The hardware and bandwidth for this mirror is donated by dogado GmbH, the Webhosting and Full Service-Cloud Provider. Check out our Wordpress Tutorial.
If you wish to report a bug, or if you are interested in having us mirror your free-software or open-source project, please feel free to contact us at mirror[@]dogado.de.
Geospatial analysis often involves computationally expensive operations like distance calculations, spatial joins, and geometric operations across large datasets. This example demonstrates parallelizing spatial analysis across geographic regions.
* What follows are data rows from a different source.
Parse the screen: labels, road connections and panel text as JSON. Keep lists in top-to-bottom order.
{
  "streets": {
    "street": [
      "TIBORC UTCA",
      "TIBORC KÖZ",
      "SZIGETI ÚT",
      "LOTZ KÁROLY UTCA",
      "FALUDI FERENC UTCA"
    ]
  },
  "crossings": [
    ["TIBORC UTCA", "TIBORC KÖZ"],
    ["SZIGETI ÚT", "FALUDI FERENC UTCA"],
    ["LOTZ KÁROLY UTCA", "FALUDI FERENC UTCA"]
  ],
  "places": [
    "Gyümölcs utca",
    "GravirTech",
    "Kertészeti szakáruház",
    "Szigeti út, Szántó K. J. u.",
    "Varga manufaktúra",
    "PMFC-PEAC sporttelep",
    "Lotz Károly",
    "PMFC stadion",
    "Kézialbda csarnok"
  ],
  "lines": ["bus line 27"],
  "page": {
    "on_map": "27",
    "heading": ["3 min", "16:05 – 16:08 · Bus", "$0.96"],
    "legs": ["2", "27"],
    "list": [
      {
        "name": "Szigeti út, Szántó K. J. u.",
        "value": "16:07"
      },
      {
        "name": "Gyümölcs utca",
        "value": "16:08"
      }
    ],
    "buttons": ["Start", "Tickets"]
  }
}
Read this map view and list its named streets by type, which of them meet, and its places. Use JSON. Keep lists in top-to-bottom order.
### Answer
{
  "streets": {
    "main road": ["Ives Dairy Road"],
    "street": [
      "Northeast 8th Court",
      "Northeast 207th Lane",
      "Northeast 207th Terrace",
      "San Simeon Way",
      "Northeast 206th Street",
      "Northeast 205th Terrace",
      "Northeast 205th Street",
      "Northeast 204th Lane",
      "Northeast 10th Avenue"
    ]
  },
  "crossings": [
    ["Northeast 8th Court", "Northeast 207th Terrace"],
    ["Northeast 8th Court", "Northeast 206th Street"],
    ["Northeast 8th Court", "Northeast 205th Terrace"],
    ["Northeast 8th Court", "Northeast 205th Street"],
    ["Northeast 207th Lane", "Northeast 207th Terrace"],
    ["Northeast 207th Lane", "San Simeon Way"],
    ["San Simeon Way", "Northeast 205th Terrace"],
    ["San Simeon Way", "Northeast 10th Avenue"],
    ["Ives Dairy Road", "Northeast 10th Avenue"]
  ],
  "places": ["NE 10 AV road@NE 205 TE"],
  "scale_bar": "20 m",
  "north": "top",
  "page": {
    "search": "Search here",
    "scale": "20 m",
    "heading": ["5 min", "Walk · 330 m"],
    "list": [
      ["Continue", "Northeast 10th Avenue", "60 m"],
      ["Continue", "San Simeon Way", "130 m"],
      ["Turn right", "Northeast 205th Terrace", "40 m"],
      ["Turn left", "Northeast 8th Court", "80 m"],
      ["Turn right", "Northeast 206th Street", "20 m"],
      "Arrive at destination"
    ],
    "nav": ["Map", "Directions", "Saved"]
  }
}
Use Case: Store location optimization, delivery route planning, spatial market analysis, environmental modeling
Computational Pattern: Spatial data parallelism with region-based chunking
You need to analyze 100 retail locations across 20 metropolitan areas to: - Calculate distances to competitors - Identify optimal delivery zones - Compute demographic coverage - Analyze spatial clustering - Generate market penetration metrics
Each region can be analyzed independently, making this ideal for parallel processing.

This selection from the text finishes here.